Siempre quiso, precisó pruebas de ser amada. Fue a partir de los ocho años, cuando nació su hermanito.
Ser llamada, llevada a pasear, recibir regalos. Sobre todo cuando, no dudaba, se los traían los Reyes Magos.
Cuando menstruó por primera vez no entendió nada. ¿Esasangre era por una enfermedad? ¿Iba a morir? Ahí su madre le explicó que eso pasaba con todas las mujeres, que ella estaba siendo mujer.
Pero entonces, ¿cómo, de qué forma, como sería ser amada como mujer? ¿Por ser mujer?
¿Y como saber que era amada?
Cuando descubrió -aceptó- que a los bebitos no los traía la cigüeña, la forma, la manera en que se iban formando en la barriga de sus madres, fue un enigma para ella.

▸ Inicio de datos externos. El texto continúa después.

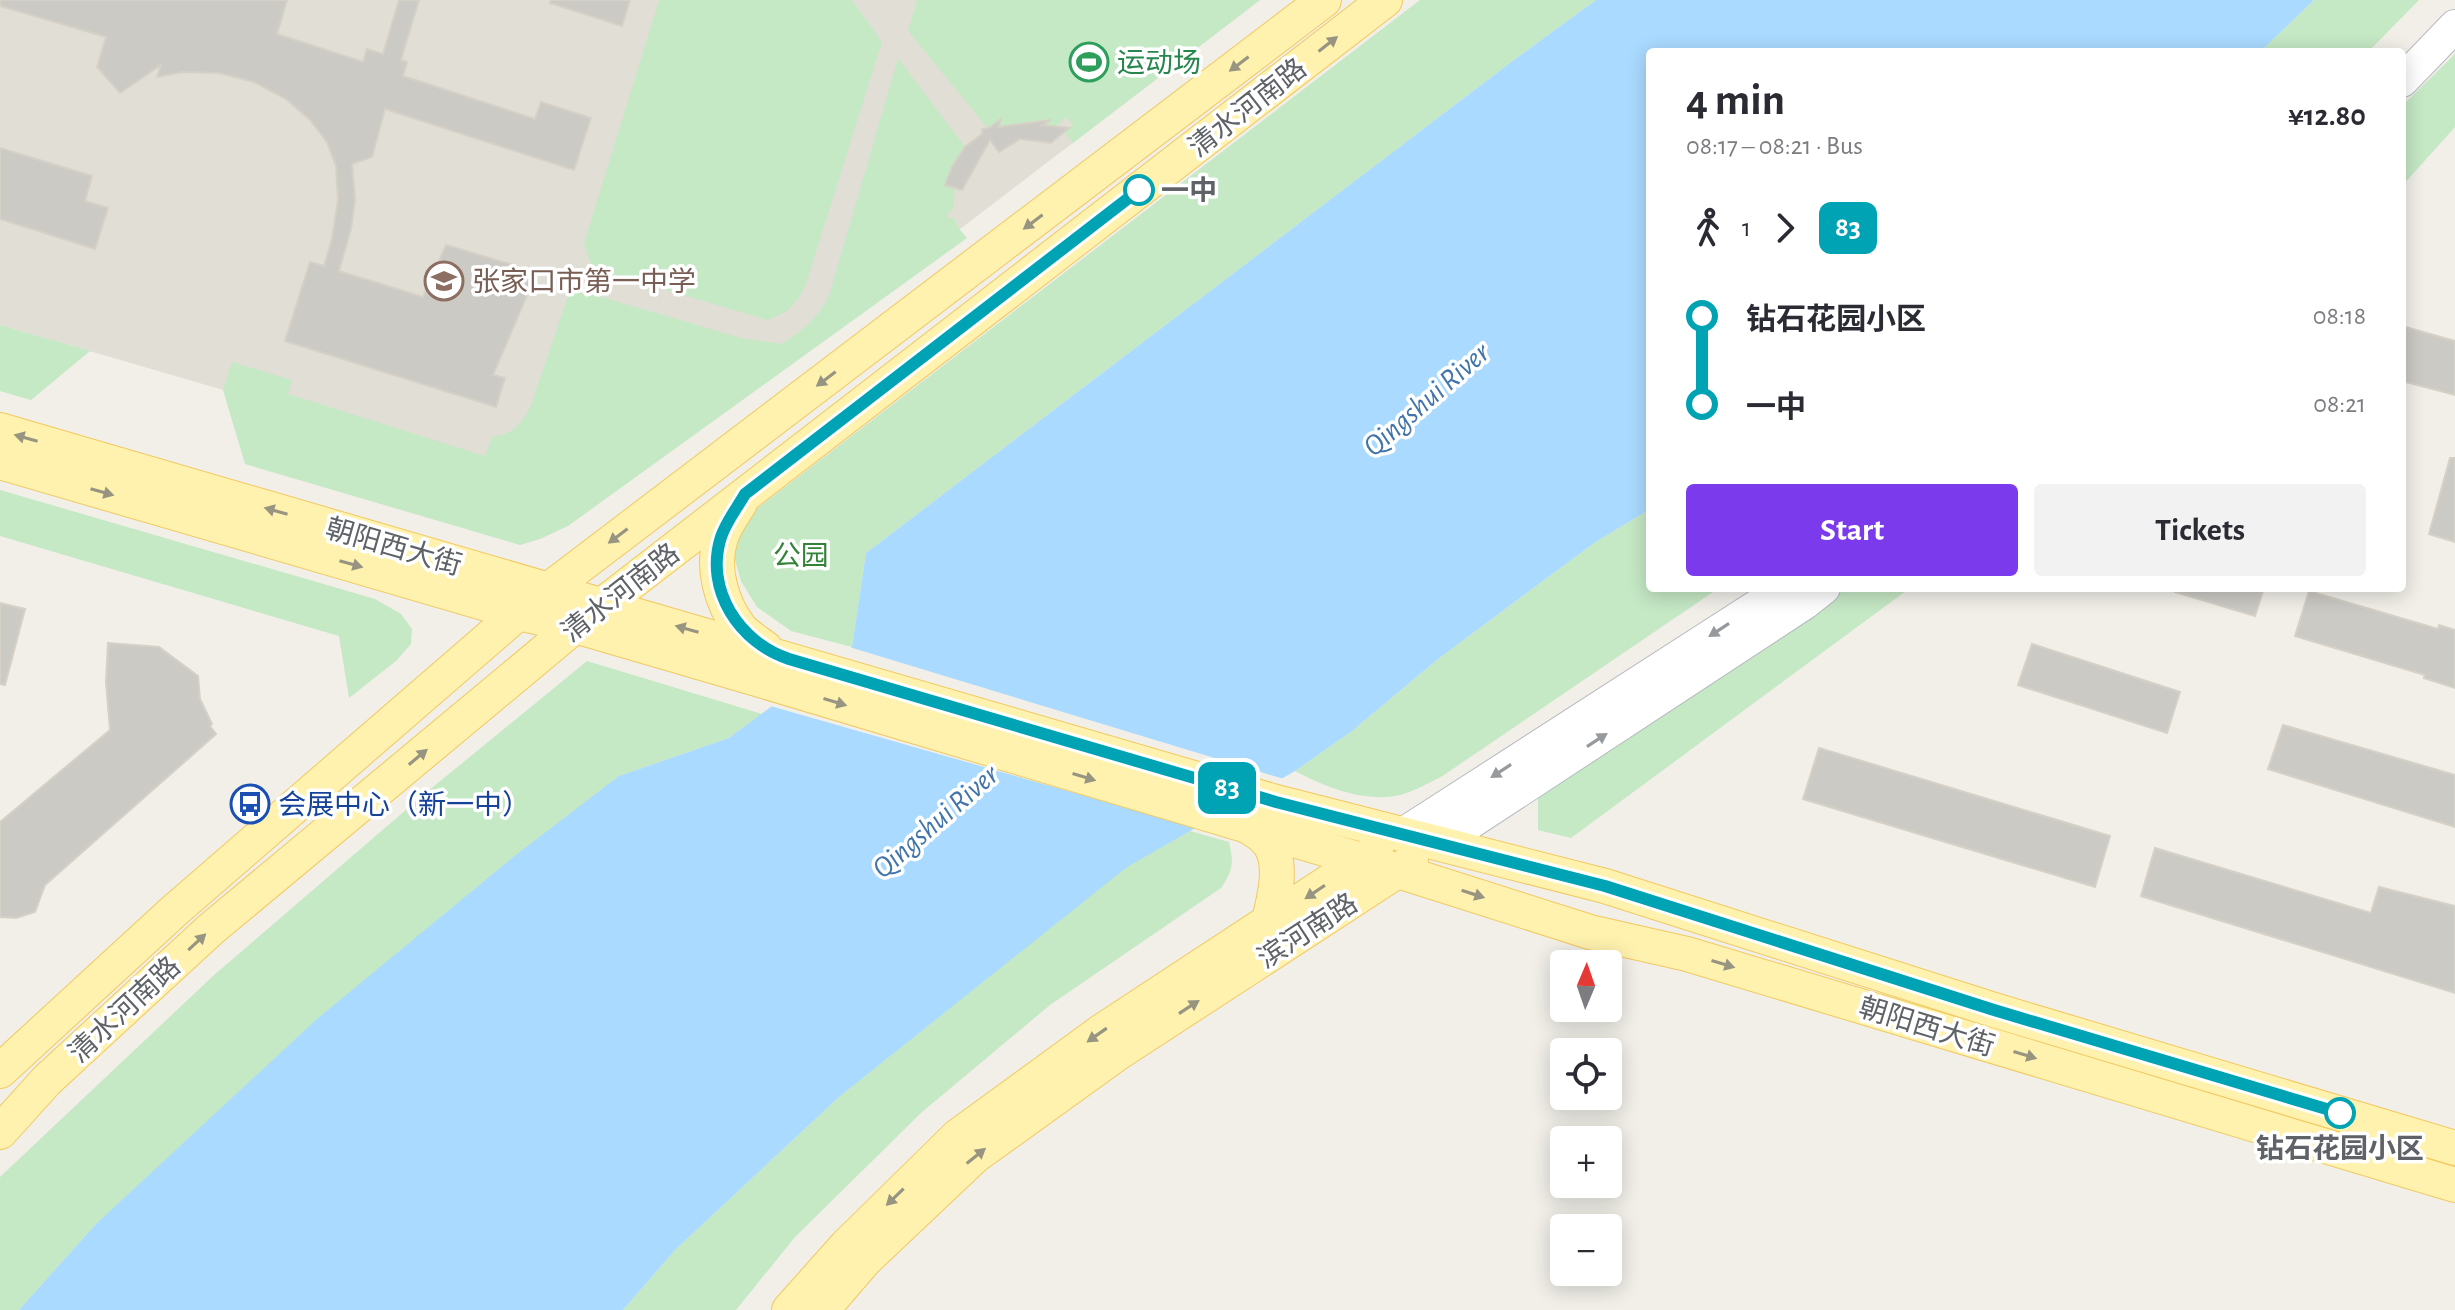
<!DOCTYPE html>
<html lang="en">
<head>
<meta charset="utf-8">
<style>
  :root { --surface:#fff; --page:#f2f2f3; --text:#2b2b33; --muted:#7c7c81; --accent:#7c3aed }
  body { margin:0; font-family:"Alegreya Sans","Noto Sans SC",sans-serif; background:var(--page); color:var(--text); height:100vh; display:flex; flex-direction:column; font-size:30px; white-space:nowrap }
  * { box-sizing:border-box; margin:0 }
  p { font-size:26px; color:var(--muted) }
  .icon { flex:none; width:44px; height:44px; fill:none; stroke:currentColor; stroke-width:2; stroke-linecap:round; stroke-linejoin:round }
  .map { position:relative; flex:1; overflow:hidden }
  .sheet { position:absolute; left:1646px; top:48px; width:760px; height:544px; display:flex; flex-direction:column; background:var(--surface); border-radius:8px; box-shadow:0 4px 20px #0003 }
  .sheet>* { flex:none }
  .badge { padding:0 16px; border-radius:12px; font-size:28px; line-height:52px }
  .needle { width:52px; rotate:2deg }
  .fabs { position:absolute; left:1550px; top:950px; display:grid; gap:16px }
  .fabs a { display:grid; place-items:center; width:72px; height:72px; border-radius:8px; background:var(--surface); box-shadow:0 4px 20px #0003; font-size:40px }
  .map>.badge { position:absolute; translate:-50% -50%; box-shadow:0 0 0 4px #fff }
  .legs { display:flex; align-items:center; gap:12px; height:88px; padding:0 40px; font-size:26px }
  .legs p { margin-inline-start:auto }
  .headline { display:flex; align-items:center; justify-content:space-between; height:136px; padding:0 40px }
  h1 { font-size:44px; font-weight:600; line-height:60px }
  .action { display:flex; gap:16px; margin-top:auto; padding:16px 40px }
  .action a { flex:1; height:92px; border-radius:8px; background:var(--accent); color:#fff; font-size:32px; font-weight:600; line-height:92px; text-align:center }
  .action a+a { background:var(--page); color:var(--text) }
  ul { padding:0 40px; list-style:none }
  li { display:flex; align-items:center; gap:28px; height:88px; font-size:30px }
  li i { display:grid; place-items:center; width:12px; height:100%; margin:0 10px; background:currentColor }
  li i::after { content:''; width:20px; height:20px; margin:-10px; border:6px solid; border-radius:50%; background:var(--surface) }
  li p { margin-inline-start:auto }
  li:first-child i { background:linear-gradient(#0000 50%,currentColor 0) }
  li:last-child i { background:linear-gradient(currentColor 50%,#0000 0) }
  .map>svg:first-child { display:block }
  .education { fill:#e1ded6 }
  .green { fill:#c5e8c5 }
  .water { fill:#aadaff }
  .pier { fill:#f1efe8 }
  .building { fill:#cccac5; stroke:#d6d1c6; stroke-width:2 }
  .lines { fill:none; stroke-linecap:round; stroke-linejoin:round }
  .secondary-casing { stroke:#b6babf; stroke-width:34 }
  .primary-casing { stroke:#f2c960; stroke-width:36 }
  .secondary { stroke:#fff; stroke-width:32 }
  .primary { stroke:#fff2af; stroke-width:34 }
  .oneway { fill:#979581 }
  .oneway2 { fill:#979a9d }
  .line-1-casing { stroke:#fff; stroke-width:18 }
  .line-1 { stroke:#00a3b4; stroke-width:12 }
  .stop-1-dot { fill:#fff; stroke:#00a3b4; stroke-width:4 }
  .labels { text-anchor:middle; stroke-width:7; stroke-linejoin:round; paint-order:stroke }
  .leisure-label { font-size:28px; fill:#27864d; stroke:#fff; text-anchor:start }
  .street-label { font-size:28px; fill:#5f6368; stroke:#fff }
  .stop-label { font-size:28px; font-weight:bold; fill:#5f6368; stroke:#fff; text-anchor:start }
  .education-label { font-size:28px; fill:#785e54; stroke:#fff; text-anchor:start }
  .park-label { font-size:28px; fill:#348238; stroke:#fff }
  .transit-label { font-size:28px; fill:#164399; stroke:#fff; text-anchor:start }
  .water-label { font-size:30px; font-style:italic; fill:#4174aa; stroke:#fff }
</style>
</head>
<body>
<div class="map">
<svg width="2455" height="1310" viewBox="0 0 2455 1310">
  <rect width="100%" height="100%" fill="#f1efe8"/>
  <!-- education -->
  <polygon class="education" points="0,0 1260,0 951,236 584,495 0,325"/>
  <!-- green -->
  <g class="green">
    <path d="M659 0H852L882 42 805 287C795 305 787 314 767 320L602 271 591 265 584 243Z"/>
    <polygon points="917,0 1260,0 1073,143 1064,132 1073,125 1066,117 1055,127 1021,124 990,131 908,31"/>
    <polygon points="1420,0 1596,0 1510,63 866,553 852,647 791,631 757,607 741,581 732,550 742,520"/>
    <polygon points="2314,0 2419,0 2368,52 2260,52"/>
    <polygon points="2455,54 2455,127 2402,186 2402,106"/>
    <path d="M898 58 965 147 952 167 945 184 955 188 953 209 946 215 949 219 953 216 960 230 967 238 568 526 540 539 520 545 245 464 223 390 232 362 292 380 288 394 485 456 492 437C513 434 520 426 530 408L569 293 578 290 741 338 782 344C803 330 818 318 829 296Z"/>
    <polygon points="0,325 90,351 31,400 0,391"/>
    <polygon points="0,490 375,599 401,614 412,629 411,644 396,661 349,698 339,636 0,536"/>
    <path d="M1650 509V588H1719L1441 777C1428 783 1413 792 1400 795 1365 803 1325 787 1295 771L1352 731 1438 659 1594 543Z"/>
    <polygon points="1844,588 1910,588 1571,838 1538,830 1538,790"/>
    <polygon points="587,661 762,714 729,738 619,776 95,1225 19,1310 0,1310 0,1177 213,976 422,796"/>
    <path d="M1190 831 1229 842C1234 864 1233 870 1221 888L1050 1005 922 1112 795 1237 736 1310H623L675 1250 839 1097 1127 866Z"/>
  </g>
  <!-- water -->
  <polygon class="water" points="1596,0 2314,0 2260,52 1650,52 1650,509 1594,543 1438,659 1352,731 1295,771 1127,867 839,1097 675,1250 623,1310 19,1310 95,1225 317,1019 512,858 619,776 729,738 852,647 866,553 1510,63"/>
  <!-- pier -->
  <polygon class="pier" points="846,646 1287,780 1201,829 767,705"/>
  <!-- building -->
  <g class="building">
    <polygon points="0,0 287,0 277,34 363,62 367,49 383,54 399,0 419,0 401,60 407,62 403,76 535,119 541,102 591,118 574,170 385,109 372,157 352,164 355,200 351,229 339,271 423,297 446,245 537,272 493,375 505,378 496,407 285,341 310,262 324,266 332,239 338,200 336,166 327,142 310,120 286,99 254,82 219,73 183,72 157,77 161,65 120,93 97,67 106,37 0,6"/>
    <polygon points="551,0 630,0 622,26 550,3"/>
    <polygon points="1001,119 998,127 1051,120 1042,125 1069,128 1051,143 1020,139 999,152 990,140 962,190 945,185 952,167 965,147 982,134 982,129 989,128"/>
    <polygon points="0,148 92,176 85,201 108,208 95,249 0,219"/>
    <polygon points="2402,326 2455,341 2455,395 2402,381"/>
    <polygon points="2450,458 2455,458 2455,542 2429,534"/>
    <polygon points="2176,588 2264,588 2255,616 2175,592"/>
    <polygon points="2309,591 2438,629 2439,625 2455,630 2455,688 2424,678 2425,675 2295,636"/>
    <polygon points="0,603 25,609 5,685 0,684"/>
    <polygon points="108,643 159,647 198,676 200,699 212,724 210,726 216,734 45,885 35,912 16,918 0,917 0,822 110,730 106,682"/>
    <polygon points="2032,644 2180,692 2167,733 2018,685"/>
    <polygon points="2283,725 2455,775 2455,827 2268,769"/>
    <polygon points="1819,748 2110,836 2095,887 1803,799"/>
    <polygon points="2155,848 2371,913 2379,887 2455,906 2455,993 2141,896"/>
  </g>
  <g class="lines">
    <defs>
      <g id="secondary">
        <polyline points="2402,81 2455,26"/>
        <polyline points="1403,834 1785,588"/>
        <polyline points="1438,844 1805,603 1824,588"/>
      </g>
      <g id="primary">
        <polyline points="0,430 1276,802 1605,886 1994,1010 2455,1148"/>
        <polyline points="0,462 518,613 575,626 760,680 1398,871 1590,932 1687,954 2455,1185"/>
        <path d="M740 503C733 514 725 525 721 537 711 567 721 603 740 628 746 635 757 642 765 648"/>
        <path d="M1246 825C1253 830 1262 834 1267 841 1285 861 1274 901 1268 924"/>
        <polyline points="0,1071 174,911 518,613 1324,0"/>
        <polyline points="0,1132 47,1080 211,929 575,626 1385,0"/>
        <polyline points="789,1310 846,1246 958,1136 1102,1031 1376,851"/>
        <polyline points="822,1310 865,1260 975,1156 1118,1053 1411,862"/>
      </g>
    </defs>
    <!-- secondary casing -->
    <use href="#secondary" class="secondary-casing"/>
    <!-- primary casing -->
    <use href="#primary" class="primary-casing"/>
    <!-- secondary -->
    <use href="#secondary" class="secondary"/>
    <!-- primary -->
    <use href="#primary" class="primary"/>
  </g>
  <!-- one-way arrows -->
  <defs><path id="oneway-solid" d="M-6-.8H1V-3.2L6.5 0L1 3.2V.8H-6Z" transform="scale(2)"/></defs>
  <g class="oneway">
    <use href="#oneway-solid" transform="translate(1328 44) rotate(-38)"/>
    <use href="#oneway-solid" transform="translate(1239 64) rotate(143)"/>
    <use href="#oneway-solid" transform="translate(1033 222) rotate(143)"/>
    <use href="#oneway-solid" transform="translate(826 379) rotate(143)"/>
    <use href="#oneway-solid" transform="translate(26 438) rotate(-164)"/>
    <use href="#oneway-solid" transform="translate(102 492) rotate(16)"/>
    <use href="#oneway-solid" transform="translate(276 511) rotate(-164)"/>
    <use href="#oneway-solid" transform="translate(618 536) rotate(143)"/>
    <use href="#oneway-solid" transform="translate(351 564) rotate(16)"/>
    <use href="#oneway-solid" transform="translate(687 629) rotate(-164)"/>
    <use href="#oneway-solid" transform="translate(835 702) rotate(17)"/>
    <use href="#oneway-solid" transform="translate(418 757) rotate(-40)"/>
    <use href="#oneway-solid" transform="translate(1084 777) rotate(17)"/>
    <use href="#oneway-solid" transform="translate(1315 892) rotate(146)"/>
    <use href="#oneway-solid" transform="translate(1473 894) rotate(18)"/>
    <use href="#oneway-solid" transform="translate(197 942) rotate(-43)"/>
    <use href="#oneway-solid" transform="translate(1723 964) rotate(17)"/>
    <use href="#oneway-solid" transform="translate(1189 1007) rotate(-33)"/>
    <use href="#oneway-solid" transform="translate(1097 1035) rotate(145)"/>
    <use href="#oneway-solid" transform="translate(2025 1055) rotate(17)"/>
    <use href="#oneway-solid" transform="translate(976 1156) rotate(-39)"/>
    <use href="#oneway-solid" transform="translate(895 1197) rotate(136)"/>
  </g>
  <g class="oneway2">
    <use href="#oneway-solid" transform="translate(1719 630) rotate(147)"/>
    <use href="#oneway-solid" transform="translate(1597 740) rotate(-33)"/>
    <use href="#oneway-solid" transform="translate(1501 771) rotate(147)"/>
  </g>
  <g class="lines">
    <defs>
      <path id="line-1" d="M1139 190 745 494C737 508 726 522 721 537 704 590 740 643 789 659L1276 802 1605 886 1994 1010 2340 1113"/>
    </defs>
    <!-- line-1 casing -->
    <use href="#line-1" class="line-1-casing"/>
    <!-- line-1 -->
    <use href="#line-1" class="line-1"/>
  </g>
  <!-- icons -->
  <defs>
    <symbol id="stadium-ring" viewBox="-11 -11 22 22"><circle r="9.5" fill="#fff" stroke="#2e9e5b" stroke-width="1.5"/><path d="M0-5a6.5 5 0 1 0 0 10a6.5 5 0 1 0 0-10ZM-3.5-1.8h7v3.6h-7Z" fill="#2e9e5b"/></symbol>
    <symbol id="school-ring" viewBox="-11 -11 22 22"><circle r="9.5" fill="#fff" stroke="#8d6e63" stroke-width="1.5"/><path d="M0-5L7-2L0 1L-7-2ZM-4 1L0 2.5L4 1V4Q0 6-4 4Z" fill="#8d6e63"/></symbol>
    <symbol id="bus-ring" viewBox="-11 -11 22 22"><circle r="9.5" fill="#fff" stroke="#1a4fb4" stroke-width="1.5"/><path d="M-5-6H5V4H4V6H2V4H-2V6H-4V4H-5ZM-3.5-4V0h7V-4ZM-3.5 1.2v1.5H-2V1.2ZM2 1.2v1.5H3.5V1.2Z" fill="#1a4fb4"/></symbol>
  </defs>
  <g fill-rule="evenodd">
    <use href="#stadium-ring" x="1067" y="40" width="44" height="44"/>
    <use href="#school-ring" x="422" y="259" width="44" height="44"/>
    <use href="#bus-ring" x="228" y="782" width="44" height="44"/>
  </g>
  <!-- markers -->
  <g class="stop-1-dot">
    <circle cx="1139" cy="190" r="14"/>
    <circle cx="2340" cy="1113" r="14"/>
  </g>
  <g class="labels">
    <!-- leisure labels -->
    <g class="leisure-label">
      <text x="1117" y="72">运动场</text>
    </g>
    <!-- street labels -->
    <g class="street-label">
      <text transform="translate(1247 107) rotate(-38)" y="10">清水河南路</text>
      <text transform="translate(394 546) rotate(16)" y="10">朝阳西大街</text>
      <text transform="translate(620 592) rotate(-38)" y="10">清水河南路</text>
      <text transform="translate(1307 930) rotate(-33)" y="10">滨河南路</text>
      <text transform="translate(124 1009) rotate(-43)" y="10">清水河南路</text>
      <text transform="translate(1927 1026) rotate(17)" y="10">朝阳西大街</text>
    </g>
    <!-- stop labels -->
    <g class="stop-label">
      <text x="1161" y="200">一中</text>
      <text x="2340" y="1158" text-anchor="middle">钻石花园小区</text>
    </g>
    <!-- education labels -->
    <g class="education-label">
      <text x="472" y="291">张家口市第一中学</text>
    </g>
    <!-- park labels -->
    <g class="park-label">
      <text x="801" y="565">公园</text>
    </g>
    <!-- transit labels -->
    <g class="transit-label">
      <text x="278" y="814">会展中心（新一中）</text>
    </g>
    <!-- water labels -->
    <g class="water-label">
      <text transform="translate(1426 399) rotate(-41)" y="10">Qingshui River</text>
      <text transform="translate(935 821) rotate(-41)" y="10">Qingshui River</text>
    </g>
  </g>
</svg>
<div class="fabs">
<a><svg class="needle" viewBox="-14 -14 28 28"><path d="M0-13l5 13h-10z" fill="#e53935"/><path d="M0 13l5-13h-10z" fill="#7c7c81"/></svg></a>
<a><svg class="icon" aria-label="locate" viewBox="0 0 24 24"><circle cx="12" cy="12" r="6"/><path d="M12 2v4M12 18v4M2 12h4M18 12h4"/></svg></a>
<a>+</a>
<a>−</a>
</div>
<b class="badge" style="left:1227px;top:788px;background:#00a3b4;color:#fff">83</b>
<section class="sheet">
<div class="headline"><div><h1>4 min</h1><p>08:17 – 08:21 · Bus</p></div><b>¥12.80</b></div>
<div class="legs"><svg class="icon" aria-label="walk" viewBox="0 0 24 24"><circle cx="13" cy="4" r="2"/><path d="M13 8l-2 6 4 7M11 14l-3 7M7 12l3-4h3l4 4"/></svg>1<svg class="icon" aria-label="forward" viewBox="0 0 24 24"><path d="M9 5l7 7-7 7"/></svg><b class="badge" style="background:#00a3b4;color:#fff">83</b></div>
<ul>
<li><i style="color:#00a3b4"></i><b>钻石花园小区</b><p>08:18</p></li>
<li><i style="color:#00a3b4"></i><b>一中</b><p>08:21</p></li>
</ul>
<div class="action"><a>Start</a><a>Tickets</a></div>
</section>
</div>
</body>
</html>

Hasta que descubrió, supo, que también para eso los padres cogían. Como habría sido con ella, que cogieron para hacerla.
Por eso siempre estuvo a favor del aborto. Que para ella no era problema, sino si el hijo -o la hija- era querida, buscada, recibida. Esperada. O sea, amada. De lo que ella siempre empezó a necesitar tener pruebas.
Amada o deseada, para ella era lo mismo.
Por eso cuando descubrió que existían las putas, decidió ser puta. Pero no por el dinero. Querer ser cogida por alguien era tener la certeza que era amada. Aunque sea por un momento, deseada. No era el dinero lo que le importaba.
Pero poco a poco se fue desilusionando. No la querían a ella por ella, por su historia, si no por lo que ella tenía. Su piel suave, su carita, su culito levantado, su cintura fina, sus tetas altivas.
Era algo, un objeto, una cosa que tenía las cosas que los hombres que la procuraban era lo único que querían.
O sea que no era amada por lo que era, por su historia, sino solamente deseada como objeto sexual por algunas propiedades físicas que tenía.
Cuando se dio cuenta de eso, cuando lo tuvo que admitir, dejó de trabajar de puta y pensó en matarse.
Pero no lo hizo. Descubrió que podía ser amada por Dios y entró a un convento para ser monja.